Geçen hafta ABD Hava Kuvvetleri Afganistan’da korkunç bir saldırı gerçekleştirildi. Bu saldırı çok önemli olmasına karşın Türkiye’de yeterince ilgi çekmedi. Türkiye’de gündemde olanlar düşünüldüğünde buna şaşırmamak gerekiyor. Ancak bu saldırı, on beş yıldır süren saldırılardan çok farklıydı çünkü “bütün bombaların anası” olarak adlandırılan GBU-43 ilk kez kullanıldı.

GBU-43 yaklaşık 9 metre uzunluğunda ve 10 ton ağırlığında; Irak’ın işgalinin hemen öncesinde ilk kez denenen, GPS güdümlü bir bomba. İşgalin başrol oyuncularından dönemin ABD Savunma Bakanı Rumsfeld, bu bombanın Saddam’ın hızla teslim olmasını sağlamak için kullanılacağını söylemiş, ancak bomba işgal sırasında kullanılmamıştı.

Bombanın yeniden gündeme getirilmiş olması önemli. Savunma Bakanlığı Sözcüsü Stump ve Beyaz Saray Sözcüsü Spicer tarafından açıklamalar yapılması da bunu gösteriyor. Bomba hakkında görüşü sorulan Trump da ordunun bu başarısı ile çok gurur duyduğunu belirtmiş.

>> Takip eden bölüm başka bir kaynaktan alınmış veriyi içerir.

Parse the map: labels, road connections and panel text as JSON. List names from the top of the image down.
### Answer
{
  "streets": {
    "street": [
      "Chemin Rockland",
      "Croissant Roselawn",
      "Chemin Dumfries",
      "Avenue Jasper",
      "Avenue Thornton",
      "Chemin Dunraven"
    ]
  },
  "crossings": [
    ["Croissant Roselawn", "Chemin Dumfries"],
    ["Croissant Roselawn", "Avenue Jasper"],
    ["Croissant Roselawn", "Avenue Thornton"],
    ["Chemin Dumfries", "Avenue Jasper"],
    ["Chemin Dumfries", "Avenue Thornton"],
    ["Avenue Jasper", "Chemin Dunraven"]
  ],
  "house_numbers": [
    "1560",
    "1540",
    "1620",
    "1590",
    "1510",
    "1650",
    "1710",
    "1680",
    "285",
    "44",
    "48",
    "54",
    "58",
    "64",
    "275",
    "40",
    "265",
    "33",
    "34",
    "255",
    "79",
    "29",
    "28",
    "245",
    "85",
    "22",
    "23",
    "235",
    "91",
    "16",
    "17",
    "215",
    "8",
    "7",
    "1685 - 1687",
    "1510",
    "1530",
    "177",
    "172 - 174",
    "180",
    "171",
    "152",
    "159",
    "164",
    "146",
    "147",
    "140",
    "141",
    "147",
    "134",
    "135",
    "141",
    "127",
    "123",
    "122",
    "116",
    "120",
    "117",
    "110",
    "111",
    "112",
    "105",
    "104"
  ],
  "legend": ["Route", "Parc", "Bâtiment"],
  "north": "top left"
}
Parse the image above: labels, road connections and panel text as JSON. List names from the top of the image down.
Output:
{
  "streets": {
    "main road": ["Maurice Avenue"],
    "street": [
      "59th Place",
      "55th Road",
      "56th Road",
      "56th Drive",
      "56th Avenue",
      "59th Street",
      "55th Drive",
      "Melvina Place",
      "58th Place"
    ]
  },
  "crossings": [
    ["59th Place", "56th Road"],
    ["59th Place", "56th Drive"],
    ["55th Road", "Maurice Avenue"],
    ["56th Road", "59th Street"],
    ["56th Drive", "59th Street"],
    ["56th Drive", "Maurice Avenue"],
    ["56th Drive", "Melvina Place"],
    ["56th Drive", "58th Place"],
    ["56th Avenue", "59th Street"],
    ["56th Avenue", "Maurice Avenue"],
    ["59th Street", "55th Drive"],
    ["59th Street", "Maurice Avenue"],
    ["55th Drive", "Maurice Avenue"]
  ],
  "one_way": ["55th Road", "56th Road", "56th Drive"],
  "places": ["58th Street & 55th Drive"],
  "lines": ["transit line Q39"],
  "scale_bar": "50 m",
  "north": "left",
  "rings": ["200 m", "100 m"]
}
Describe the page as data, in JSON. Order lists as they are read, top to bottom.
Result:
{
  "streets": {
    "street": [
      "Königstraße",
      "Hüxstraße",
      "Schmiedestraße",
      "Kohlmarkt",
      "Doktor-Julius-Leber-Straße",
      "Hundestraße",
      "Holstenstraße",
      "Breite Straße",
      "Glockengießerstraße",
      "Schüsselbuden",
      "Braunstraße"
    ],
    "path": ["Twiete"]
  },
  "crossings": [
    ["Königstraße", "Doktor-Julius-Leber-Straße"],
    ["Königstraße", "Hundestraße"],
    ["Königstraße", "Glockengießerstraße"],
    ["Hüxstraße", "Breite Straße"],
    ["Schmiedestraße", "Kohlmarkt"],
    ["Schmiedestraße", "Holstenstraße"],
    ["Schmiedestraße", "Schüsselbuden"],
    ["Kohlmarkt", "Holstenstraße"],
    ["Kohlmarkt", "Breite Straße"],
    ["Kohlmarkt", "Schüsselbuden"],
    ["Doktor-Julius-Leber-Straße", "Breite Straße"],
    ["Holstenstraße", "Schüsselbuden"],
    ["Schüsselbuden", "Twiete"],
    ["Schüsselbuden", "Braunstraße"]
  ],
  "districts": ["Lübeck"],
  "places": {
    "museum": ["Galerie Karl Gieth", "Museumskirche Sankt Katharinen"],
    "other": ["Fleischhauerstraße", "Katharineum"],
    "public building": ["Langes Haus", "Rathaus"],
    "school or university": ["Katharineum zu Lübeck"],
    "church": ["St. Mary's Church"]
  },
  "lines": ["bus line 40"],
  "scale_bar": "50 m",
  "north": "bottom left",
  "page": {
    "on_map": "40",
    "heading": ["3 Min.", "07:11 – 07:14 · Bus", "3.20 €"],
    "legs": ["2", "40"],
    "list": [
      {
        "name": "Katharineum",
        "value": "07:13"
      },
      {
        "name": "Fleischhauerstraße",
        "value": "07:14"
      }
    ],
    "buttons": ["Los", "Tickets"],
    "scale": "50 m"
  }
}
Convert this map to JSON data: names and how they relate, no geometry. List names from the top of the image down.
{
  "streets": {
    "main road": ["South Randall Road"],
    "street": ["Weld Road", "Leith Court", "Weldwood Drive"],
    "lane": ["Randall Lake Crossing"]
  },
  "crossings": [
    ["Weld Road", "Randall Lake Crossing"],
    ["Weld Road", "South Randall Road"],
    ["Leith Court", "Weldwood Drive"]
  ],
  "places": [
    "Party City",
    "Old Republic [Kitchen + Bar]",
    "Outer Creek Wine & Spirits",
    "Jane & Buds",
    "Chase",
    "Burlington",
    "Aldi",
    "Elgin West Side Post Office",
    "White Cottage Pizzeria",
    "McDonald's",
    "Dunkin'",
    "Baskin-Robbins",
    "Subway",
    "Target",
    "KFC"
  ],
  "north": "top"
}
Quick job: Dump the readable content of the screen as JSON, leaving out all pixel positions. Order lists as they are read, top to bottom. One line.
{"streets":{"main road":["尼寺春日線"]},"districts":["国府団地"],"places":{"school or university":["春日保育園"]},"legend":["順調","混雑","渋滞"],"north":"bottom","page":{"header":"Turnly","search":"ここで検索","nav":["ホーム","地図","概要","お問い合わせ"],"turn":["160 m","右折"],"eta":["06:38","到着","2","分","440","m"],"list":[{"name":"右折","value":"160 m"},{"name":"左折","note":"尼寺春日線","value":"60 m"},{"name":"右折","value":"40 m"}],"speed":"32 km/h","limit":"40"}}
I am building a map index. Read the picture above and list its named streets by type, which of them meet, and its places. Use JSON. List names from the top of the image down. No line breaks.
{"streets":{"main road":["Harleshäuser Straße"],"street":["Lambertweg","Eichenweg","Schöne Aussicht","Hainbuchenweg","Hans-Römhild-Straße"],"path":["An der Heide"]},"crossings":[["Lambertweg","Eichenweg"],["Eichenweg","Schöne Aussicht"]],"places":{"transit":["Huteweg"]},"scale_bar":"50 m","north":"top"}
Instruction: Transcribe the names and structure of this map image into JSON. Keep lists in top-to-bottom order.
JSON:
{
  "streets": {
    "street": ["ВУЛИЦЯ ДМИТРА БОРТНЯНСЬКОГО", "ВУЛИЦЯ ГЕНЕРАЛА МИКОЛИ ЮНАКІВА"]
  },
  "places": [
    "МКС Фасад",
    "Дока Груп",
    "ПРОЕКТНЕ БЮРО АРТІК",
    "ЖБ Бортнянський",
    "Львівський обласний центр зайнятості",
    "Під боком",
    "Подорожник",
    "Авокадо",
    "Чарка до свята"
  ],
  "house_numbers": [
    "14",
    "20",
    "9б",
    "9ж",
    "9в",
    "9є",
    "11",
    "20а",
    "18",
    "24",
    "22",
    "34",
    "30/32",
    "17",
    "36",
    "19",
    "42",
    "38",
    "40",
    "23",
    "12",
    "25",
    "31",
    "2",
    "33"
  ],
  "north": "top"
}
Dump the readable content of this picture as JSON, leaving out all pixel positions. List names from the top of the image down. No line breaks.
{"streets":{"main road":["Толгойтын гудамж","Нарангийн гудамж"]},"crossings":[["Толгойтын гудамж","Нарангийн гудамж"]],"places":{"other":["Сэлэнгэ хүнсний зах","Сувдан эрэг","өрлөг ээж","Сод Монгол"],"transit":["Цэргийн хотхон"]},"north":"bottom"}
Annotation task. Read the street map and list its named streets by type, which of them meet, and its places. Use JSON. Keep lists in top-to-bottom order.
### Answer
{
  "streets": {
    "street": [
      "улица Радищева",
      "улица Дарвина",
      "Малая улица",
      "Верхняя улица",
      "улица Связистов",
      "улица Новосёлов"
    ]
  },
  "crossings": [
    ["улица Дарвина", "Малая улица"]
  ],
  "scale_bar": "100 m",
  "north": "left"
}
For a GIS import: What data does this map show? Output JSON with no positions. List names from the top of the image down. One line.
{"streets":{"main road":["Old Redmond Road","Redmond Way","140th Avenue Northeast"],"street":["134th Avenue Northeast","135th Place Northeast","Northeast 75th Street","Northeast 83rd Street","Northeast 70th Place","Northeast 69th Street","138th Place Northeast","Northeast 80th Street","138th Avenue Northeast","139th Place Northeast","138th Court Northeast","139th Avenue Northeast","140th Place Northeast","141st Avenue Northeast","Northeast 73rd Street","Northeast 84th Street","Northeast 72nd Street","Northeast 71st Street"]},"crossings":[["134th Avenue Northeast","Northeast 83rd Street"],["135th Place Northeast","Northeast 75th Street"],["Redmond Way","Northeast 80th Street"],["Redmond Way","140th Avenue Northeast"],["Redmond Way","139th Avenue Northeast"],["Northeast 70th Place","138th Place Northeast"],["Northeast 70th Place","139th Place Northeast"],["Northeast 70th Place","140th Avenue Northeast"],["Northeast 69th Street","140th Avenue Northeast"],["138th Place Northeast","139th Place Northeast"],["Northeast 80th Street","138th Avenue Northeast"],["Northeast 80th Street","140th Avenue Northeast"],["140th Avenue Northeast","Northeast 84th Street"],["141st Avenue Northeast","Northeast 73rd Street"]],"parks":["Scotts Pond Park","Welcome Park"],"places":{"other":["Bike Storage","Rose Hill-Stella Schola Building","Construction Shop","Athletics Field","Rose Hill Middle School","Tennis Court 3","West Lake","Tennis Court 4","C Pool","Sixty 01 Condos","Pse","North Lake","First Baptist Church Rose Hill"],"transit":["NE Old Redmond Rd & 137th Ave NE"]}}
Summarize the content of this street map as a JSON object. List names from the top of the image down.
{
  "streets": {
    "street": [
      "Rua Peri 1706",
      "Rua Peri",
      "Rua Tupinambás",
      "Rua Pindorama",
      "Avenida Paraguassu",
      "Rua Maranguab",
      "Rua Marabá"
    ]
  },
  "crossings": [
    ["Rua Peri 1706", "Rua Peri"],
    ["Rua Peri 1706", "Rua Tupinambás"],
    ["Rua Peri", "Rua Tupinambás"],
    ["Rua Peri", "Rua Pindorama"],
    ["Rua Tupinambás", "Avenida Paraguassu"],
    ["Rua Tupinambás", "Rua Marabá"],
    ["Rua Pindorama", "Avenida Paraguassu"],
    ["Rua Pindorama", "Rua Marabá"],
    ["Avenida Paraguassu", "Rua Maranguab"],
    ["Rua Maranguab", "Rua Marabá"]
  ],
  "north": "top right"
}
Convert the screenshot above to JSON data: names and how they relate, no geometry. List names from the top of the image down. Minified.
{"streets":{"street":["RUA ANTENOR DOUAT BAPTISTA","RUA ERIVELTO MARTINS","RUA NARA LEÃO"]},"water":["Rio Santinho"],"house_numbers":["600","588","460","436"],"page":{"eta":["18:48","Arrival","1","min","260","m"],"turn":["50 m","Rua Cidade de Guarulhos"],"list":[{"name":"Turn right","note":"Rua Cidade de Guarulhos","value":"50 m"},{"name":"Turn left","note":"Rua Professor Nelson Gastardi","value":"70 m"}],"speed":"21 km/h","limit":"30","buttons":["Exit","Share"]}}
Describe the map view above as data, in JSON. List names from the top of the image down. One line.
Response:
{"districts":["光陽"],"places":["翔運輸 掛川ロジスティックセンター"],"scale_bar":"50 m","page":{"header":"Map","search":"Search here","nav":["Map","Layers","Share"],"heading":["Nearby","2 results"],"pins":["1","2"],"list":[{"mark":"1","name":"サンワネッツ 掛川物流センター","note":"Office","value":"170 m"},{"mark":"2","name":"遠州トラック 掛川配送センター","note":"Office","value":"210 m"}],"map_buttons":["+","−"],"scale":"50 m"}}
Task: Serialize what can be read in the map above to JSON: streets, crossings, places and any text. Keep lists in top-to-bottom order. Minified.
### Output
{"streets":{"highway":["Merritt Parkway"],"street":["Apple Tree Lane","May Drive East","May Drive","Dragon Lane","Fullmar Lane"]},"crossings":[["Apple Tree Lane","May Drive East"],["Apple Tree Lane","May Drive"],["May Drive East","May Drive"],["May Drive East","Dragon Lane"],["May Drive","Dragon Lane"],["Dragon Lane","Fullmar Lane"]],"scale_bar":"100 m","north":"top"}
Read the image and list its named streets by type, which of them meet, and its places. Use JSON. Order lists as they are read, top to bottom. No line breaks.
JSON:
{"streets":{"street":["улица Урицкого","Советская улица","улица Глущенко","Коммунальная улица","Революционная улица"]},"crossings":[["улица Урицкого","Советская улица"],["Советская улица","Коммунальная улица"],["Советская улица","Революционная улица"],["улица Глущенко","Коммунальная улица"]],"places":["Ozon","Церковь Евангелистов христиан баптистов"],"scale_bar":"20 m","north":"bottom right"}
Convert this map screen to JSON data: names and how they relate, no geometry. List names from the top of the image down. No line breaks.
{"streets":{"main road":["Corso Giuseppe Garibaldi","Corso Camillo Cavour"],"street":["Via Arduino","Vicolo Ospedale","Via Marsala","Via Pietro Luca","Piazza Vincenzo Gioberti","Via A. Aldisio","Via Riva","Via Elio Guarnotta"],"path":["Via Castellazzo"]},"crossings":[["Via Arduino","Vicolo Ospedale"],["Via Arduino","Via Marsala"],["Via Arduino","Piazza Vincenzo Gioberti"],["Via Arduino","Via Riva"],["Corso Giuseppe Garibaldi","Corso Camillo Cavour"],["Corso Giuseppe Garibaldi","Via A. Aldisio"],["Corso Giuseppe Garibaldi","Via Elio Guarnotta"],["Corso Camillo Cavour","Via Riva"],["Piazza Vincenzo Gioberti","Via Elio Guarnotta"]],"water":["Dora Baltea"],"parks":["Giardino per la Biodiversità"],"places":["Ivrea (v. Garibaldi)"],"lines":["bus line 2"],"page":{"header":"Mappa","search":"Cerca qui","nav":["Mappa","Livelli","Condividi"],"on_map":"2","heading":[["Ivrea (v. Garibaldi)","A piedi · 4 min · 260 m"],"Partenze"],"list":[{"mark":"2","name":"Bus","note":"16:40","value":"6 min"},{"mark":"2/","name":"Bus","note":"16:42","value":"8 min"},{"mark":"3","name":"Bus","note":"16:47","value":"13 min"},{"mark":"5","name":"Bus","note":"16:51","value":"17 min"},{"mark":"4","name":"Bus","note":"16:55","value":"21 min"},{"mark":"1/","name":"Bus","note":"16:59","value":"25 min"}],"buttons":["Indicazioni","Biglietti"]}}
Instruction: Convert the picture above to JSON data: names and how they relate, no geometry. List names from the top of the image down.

Bu söylenenler ve olanlar şöyle özetlenebilir; Saldırının yapıldığı bölge, Pakistan sınırında, Nangarhar eyaletinde. Bu bölgenin de içinde olduğu çok geniş bir alanda, Pakistan ve Afganistan yönetimlerinin sözü geçmiyor. Bu, ABD’nin 30-40 yıldır sürdürdüğü dış politikadan kaynaklanıyor. Sonuç, 15 yıldır süren işgale karşın Afganistan’da durumun, “hâlâ istikrarsız” olması. Bu da işgalin sürmesi için bir gerekçe.

Afganistan’daki güçlerin komutanı Orgeneral Nicholson, GBU-43 bombasının, IŞİD’in Afganistan kolu olarak bilinen IŞİD-K’nin mağaraları, tünelleri ve barınaklarına yönelik kullanıldığını açıklamış. Söz konusu örgütün, yine ABD tarafından yürütülen Büyük Ortadoğu Projesi’nin ürünü olduğu göz önünde tutulduğunda, söylenenler gerçekten hayret verici.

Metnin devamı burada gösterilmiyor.